Cyntoia Brown is a young woman serving a life sentence in the Tennessee Prison for Women. Ms. Brown was a sixteen-year-old who had been forced into prostitution when she killed a man more than twice her age, a stranger who had picked her up for sex. She was tried and convicted as an adult. The jury did not know when they convicted her that Ms. Brown suffered from fetal alcohol syndrome, which limited her executive brain function. Under Tennessee law, a child convicted as an adult is also sentenced as an adult. Thus, by operation of law, Ms. Brown must serve a minimum of 51 years in prison. Without intervention, she will likely spend the rest of her life in prison.
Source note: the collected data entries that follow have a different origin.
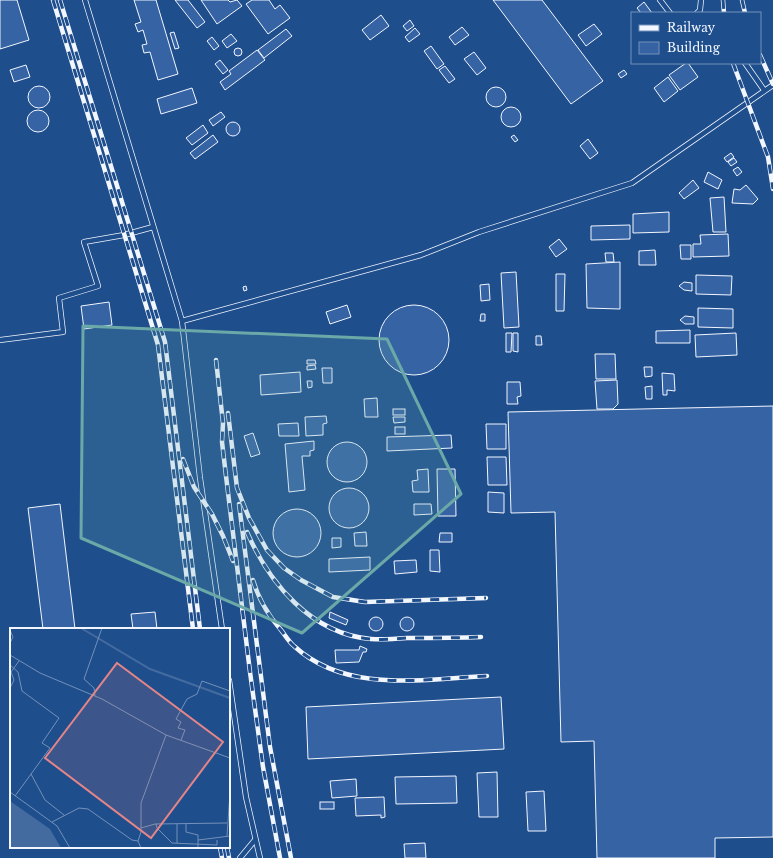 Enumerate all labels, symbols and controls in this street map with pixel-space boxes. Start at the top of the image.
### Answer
legend [631,12,761,64]
text: Railway [667,20,716,35]
text: Building [667,40,721,55]
inset map [10,628,230,848] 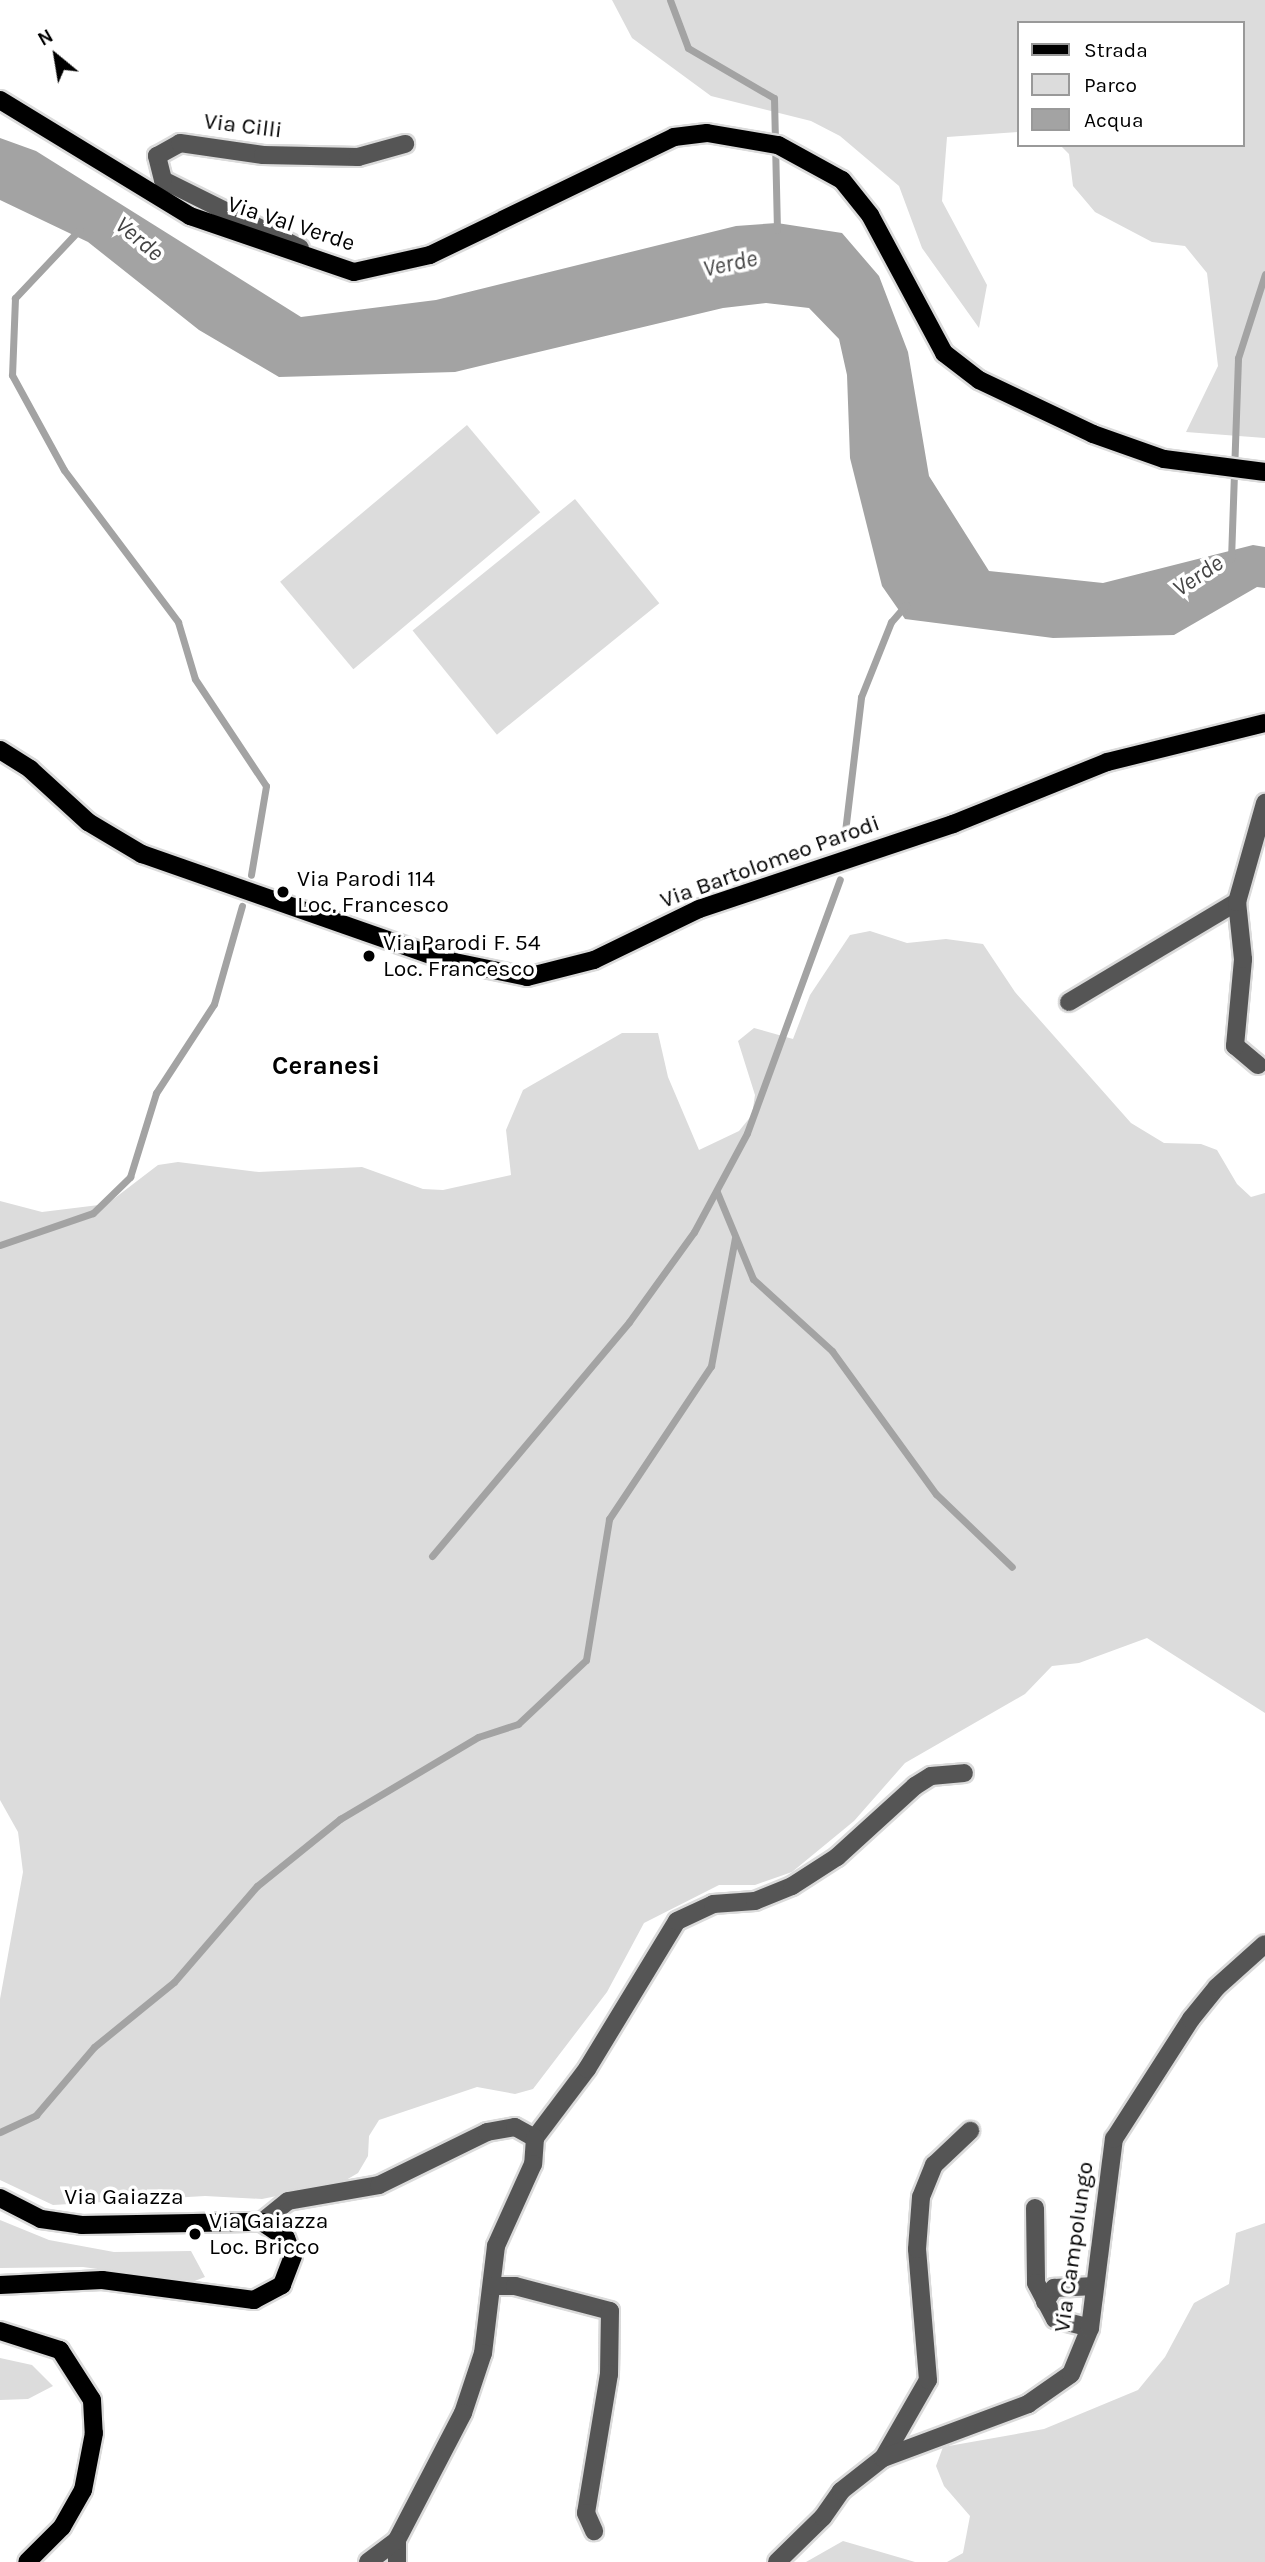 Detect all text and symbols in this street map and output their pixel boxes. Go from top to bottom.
north arrow [21,21,91,91]
legend [1016,21,1244,147]
text: N [34,25,57,51]
text: Strada [1084,38,1148,62]
text: Parco [1084,73,1137,97]
street label: Via Cilli [202,108,284,144]
text: Acqua [1084,108,1143,132]
street label: Via Val Verde [224,190,358,258]
water label: Verde [109,210,169,268]
water label: Verde [700,244,760,284]
water label: Verde [1167,549,1229,603]
street label: Via Bartolomeo Parodi [656,809,884,915]
place label: Via Parodi 114 Loc. Francesco [297,865,449,919]
marker: Via Parodi 114 Loc. Francesco [275,884,291,900]
place label: Via Parodi F. 54 Loc. Francesco [383,929,541,983]
marker: Via Parodi F. 54 Loc. Francesco [361,948,377,964]
district label: Ceranesi [272,1050,380,1082]
street label: Via Campolungo [1048,2160,1100,2334]
street label: Via Gaiazza [64,2183,184,2211]
place label: Via Gaiazza Loc. Bricco [209,2207,328,2261]
marker: Via Gaiazza Loc. Bricco [187,2226,203,2242] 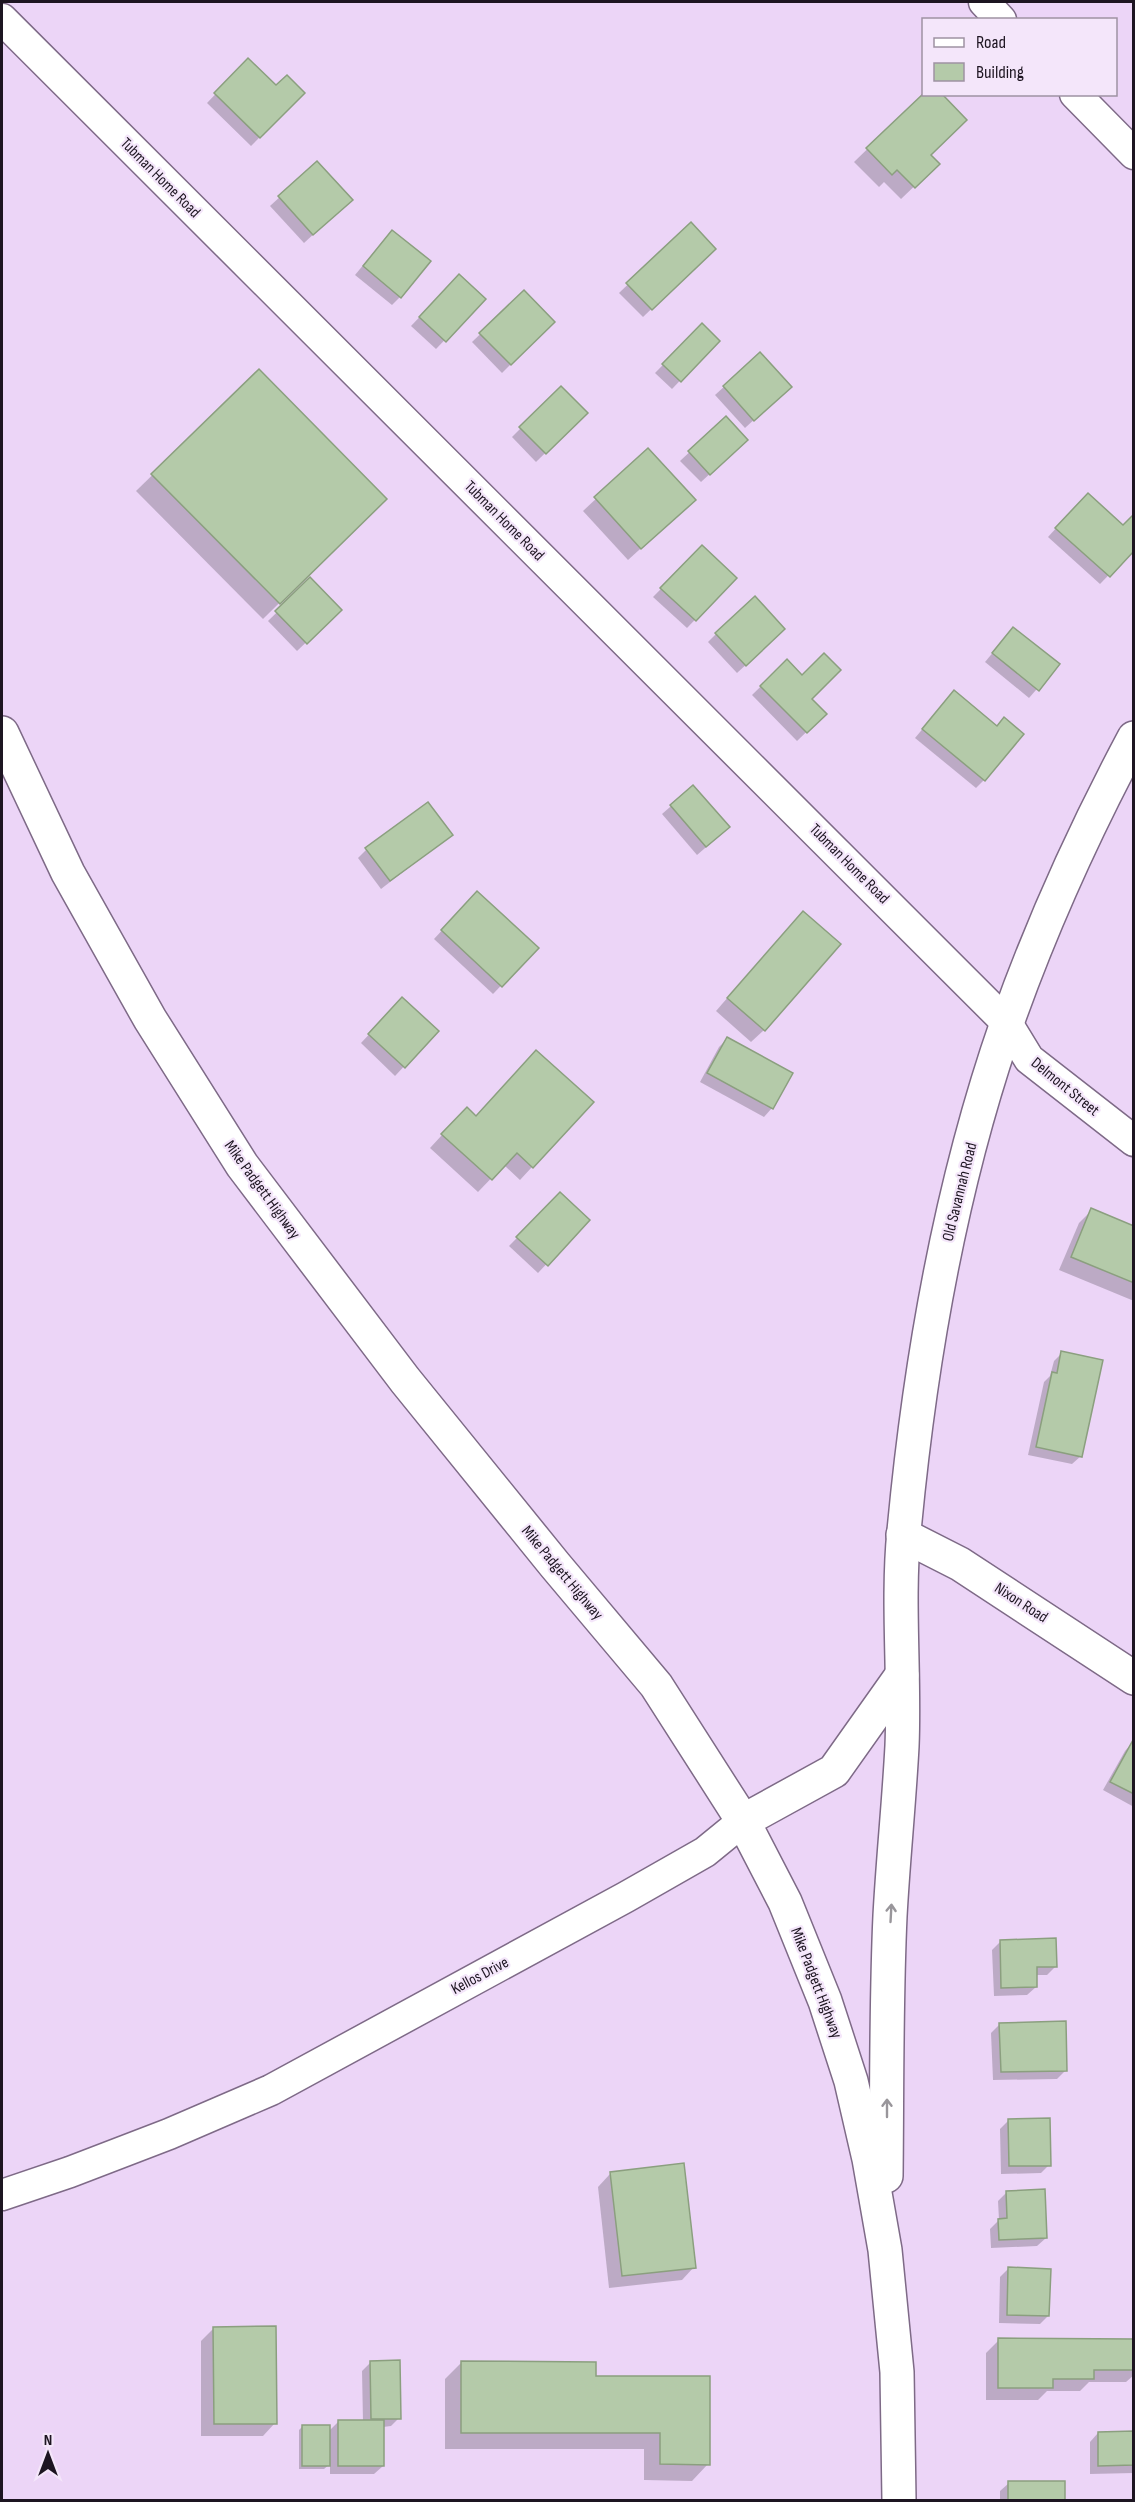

On January 18, 2018, the ACLU of Tennessee filed an amicus brief in favor of Ms. Brown in the Sixth Circuit. The U.S. Supreme Court has held that under the Eighth Amendment’s prohibition against cruel and unusual punishment, juveniles can only be sentenced to life without the possibility of parole if they are afforded certain protections, such as a sentencing hearing that specifically takes their background and youth into account.

The ACLU-TN brief argued that these protections must also apply in cases of de facto life sentences; meaning that when a juvenile like Ms. Brown is sentenced to a term of years so long that she has no meaningful opportunity of release, the Constitution requires the court to take her youth and background into account prior to sentencing.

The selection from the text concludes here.